_ACTIVITY_
Please output the data exactly, without omitting anything.

_DATASET EXCERPT_
- - - - -

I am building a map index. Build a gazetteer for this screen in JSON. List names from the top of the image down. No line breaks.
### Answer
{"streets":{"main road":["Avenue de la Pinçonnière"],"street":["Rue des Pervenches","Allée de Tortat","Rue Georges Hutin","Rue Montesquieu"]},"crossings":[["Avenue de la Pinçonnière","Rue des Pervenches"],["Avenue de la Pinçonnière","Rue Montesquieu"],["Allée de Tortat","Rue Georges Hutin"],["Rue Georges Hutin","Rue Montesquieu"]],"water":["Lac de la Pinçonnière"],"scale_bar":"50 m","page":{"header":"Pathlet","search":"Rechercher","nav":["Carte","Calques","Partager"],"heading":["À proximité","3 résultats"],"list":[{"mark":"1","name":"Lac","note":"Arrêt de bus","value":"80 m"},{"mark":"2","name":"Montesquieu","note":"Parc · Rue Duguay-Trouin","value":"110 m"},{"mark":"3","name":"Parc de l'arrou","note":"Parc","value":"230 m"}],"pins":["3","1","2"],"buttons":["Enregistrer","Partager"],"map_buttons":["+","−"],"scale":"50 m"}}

- - - - -

_WRITTEN RESPONSE_
I am building a map index. Build a gazetteer for this screen in JSON. List names from the top of the image down. No line breaks.
### Answer
{"streets":{"main road":["Avenue de la Pinçonnière"],"street":["Rue des Pervenches","Allée de Tortat","Rue Georges Hutin","Rue Montesquieu"]},"crossings":[["Avenue de la Pinçonnière","Rue des Pervenches"],["Avenue de la Pinçonnière","Rue Montesquieu"],["Allée de Tortat","Rue Georges Hutin"],["Rue Georges Hutin","Rue Montesquieu"]],"water":["Lac de la Pinçonnière"],"scale_bar":"50 m","page":{"header":"Pathlet","search":"Rechercher","nav":["Carte","Calques","Partager"],"heading":["À proximité","3 résultats"],"list":[{"mark":"1","name":"Lac","note":"Arrêt de bus","value":"80 m"},{"mark":"2","name":"Montesquieu","note":"Parc · Rue Duguay-Trouin","value":"110 m"},{"mark":"3","name":"Parc de l'arrou","note":"Parc","value":"230 m"}],"pins":["3","1","2"],"buttons":["Enregistrer","Partager"],"map_buttons":["+","−"],"scale":"50 m"}}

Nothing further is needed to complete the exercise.